This task calls for copying every line of the records that includes the word "height".

[[ Task input open ]]

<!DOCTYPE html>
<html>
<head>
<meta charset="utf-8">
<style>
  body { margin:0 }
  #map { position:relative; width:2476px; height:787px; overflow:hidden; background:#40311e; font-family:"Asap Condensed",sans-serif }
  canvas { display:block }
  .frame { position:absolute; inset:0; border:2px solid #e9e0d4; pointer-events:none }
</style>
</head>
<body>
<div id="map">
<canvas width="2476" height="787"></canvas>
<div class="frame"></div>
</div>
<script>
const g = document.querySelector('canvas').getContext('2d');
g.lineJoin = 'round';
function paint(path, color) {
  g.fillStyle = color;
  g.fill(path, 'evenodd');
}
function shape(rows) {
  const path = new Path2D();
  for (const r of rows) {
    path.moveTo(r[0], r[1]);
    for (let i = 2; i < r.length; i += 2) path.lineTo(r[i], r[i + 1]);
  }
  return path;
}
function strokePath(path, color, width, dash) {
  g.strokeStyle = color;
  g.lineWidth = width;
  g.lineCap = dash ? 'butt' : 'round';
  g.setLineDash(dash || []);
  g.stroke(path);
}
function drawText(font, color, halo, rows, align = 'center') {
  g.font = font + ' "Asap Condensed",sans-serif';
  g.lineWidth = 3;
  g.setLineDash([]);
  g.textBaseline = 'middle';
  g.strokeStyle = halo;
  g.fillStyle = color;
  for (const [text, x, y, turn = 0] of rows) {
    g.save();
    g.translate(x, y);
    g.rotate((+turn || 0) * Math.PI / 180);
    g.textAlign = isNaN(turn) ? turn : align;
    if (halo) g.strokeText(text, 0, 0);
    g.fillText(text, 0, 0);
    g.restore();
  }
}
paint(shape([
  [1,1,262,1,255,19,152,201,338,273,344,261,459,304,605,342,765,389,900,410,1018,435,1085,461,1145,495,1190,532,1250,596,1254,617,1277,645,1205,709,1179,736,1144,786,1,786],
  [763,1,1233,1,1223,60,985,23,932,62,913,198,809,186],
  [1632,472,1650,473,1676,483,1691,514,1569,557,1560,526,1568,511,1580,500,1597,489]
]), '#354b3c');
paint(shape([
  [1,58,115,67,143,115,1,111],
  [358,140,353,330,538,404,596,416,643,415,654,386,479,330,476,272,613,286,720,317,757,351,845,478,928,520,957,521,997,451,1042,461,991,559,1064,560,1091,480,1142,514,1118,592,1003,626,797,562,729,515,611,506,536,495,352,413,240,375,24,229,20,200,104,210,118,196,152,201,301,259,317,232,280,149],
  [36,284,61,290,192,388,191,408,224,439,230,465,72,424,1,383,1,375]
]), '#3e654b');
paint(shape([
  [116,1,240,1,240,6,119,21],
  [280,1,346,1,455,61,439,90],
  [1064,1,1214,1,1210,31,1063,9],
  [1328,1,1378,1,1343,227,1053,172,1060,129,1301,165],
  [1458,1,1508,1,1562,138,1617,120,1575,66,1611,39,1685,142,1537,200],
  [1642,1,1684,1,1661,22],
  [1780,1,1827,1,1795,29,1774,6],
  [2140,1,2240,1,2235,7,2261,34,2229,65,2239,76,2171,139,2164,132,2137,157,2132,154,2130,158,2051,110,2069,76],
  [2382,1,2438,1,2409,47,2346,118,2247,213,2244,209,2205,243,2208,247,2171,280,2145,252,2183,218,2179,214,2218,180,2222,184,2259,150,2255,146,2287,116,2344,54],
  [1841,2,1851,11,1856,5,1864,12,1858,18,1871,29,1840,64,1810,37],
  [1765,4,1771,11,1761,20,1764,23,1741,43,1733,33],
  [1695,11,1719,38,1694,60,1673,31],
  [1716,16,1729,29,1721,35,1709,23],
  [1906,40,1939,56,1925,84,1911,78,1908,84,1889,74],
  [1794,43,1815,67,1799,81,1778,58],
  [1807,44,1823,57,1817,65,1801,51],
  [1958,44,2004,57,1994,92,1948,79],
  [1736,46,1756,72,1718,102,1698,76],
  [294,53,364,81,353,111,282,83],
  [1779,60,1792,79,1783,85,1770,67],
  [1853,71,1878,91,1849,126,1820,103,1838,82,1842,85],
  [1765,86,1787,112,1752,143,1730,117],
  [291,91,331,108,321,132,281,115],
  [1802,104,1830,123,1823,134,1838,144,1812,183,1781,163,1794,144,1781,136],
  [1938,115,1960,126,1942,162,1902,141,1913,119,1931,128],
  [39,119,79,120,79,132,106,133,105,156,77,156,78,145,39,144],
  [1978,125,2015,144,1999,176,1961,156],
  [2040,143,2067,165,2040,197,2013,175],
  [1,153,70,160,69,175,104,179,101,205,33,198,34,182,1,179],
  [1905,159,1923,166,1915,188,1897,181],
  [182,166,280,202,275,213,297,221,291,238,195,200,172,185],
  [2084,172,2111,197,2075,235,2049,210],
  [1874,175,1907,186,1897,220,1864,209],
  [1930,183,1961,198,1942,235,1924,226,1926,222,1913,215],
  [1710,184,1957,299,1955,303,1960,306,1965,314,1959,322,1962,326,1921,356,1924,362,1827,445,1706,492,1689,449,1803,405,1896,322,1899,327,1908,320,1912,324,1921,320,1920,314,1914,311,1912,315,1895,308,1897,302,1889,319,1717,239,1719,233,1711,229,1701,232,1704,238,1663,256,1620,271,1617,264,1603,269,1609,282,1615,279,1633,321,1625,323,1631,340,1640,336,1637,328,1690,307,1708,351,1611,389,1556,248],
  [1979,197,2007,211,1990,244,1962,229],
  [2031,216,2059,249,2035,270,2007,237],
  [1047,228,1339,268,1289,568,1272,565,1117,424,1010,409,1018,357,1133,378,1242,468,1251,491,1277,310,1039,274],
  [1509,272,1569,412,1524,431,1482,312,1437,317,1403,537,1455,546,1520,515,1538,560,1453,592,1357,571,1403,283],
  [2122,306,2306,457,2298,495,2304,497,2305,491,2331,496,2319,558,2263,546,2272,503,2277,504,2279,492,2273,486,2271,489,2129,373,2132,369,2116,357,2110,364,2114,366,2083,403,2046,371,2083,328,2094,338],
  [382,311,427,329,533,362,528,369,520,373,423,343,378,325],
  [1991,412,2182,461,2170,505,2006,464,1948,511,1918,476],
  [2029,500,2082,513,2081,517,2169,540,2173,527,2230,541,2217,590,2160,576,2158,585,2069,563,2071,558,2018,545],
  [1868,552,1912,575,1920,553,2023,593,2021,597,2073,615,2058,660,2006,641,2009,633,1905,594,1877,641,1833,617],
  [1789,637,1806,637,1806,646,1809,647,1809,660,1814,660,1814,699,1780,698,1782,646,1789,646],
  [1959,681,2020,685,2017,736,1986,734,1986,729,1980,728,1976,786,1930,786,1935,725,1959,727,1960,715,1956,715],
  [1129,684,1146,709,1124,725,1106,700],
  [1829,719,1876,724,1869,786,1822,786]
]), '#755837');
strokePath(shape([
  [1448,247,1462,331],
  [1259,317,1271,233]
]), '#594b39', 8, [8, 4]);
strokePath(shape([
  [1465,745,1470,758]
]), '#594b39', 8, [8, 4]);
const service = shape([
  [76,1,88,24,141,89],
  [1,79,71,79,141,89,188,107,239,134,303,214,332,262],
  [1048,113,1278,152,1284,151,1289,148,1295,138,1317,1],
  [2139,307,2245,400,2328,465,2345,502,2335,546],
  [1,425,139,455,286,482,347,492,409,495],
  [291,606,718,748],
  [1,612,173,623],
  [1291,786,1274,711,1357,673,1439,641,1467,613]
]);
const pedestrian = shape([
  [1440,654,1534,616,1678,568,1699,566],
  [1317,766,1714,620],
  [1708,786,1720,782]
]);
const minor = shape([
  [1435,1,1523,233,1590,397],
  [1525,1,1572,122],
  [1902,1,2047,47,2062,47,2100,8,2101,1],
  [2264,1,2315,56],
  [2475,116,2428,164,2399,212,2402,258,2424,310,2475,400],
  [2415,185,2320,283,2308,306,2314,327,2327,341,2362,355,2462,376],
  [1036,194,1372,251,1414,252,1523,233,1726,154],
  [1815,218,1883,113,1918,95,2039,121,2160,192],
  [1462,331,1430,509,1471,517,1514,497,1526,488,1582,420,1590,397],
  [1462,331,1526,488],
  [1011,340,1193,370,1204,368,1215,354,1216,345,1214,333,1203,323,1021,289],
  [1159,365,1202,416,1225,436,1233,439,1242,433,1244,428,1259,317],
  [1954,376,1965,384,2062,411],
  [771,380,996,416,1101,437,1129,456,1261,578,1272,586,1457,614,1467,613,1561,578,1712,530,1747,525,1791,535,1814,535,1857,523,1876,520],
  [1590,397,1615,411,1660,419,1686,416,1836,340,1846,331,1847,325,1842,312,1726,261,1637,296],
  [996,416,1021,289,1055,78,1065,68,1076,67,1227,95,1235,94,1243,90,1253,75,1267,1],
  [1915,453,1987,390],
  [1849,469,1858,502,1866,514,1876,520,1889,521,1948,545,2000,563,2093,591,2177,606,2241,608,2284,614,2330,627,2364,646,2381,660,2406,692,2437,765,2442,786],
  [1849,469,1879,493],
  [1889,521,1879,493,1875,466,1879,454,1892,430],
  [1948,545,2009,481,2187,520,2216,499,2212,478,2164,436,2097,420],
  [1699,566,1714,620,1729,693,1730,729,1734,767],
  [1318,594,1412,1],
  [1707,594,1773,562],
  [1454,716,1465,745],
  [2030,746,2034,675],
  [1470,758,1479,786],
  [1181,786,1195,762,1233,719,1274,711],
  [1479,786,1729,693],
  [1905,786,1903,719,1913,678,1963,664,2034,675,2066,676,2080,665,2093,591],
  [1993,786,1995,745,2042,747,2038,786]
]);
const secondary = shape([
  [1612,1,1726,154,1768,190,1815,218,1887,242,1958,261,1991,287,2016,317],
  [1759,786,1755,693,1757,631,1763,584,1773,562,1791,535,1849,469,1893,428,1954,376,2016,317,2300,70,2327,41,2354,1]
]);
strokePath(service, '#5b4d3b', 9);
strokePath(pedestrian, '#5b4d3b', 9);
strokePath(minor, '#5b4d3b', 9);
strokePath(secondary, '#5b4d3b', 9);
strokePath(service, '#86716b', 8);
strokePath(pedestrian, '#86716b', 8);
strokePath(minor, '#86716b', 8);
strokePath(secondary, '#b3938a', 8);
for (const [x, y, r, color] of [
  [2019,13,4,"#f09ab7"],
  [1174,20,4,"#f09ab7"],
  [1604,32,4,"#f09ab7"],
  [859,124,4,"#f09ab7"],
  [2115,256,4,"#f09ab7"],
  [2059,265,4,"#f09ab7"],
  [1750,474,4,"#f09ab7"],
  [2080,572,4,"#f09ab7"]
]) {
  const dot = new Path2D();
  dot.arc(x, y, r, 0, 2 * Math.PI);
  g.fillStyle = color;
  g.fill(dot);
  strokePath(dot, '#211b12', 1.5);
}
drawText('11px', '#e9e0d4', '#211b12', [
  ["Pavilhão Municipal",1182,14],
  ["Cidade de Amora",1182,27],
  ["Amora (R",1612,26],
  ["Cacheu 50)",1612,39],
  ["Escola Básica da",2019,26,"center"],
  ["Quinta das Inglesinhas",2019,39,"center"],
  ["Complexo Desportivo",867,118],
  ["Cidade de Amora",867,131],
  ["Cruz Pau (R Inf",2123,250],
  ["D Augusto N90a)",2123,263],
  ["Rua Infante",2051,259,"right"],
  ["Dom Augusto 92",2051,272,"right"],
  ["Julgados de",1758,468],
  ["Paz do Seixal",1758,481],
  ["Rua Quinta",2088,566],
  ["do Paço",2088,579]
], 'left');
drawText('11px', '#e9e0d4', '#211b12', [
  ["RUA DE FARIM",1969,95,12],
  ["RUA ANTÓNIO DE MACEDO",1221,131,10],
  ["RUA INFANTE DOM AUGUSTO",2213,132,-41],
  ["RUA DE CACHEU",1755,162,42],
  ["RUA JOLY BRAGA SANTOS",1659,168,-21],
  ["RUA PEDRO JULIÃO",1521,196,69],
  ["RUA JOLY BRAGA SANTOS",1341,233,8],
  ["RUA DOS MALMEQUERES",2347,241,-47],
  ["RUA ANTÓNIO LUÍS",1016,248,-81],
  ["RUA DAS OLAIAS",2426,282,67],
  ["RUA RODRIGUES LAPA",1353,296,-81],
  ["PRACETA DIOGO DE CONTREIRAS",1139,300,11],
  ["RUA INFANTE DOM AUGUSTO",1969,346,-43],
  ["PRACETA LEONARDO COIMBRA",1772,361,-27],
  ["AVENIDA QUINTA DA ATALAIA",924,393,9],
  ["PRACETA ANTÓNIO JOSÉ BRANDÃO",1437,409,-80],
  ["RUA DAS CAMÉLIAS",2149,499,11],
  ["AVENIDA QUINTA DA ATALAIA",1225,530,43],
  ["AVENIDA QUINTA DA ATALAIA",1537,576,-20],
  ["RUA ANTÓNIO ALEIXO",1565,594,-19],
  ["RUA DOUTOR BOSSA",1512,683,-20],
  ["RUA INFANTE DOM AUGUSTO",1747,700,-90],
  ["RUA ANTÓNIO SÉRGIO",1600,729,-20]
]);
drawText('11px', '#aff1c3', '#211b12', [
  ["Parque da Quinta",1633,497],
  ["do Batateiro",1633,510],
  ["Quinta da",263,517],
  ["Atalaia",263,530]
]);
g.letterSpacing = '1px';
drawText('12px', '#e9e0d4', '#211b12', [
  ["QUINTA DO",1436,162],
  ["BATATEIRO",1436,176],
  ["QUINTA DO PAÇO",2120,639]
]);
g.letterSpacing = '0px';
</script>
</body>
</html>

[[ Task input closed ]]

→ Your solution:
  #map { position:relative; width:2476px; height:787px; overflow:hidden; background:#40311e; font-family:"Asap Condensed",sans-serif }
<canvas width="2476" height="787"></canvas>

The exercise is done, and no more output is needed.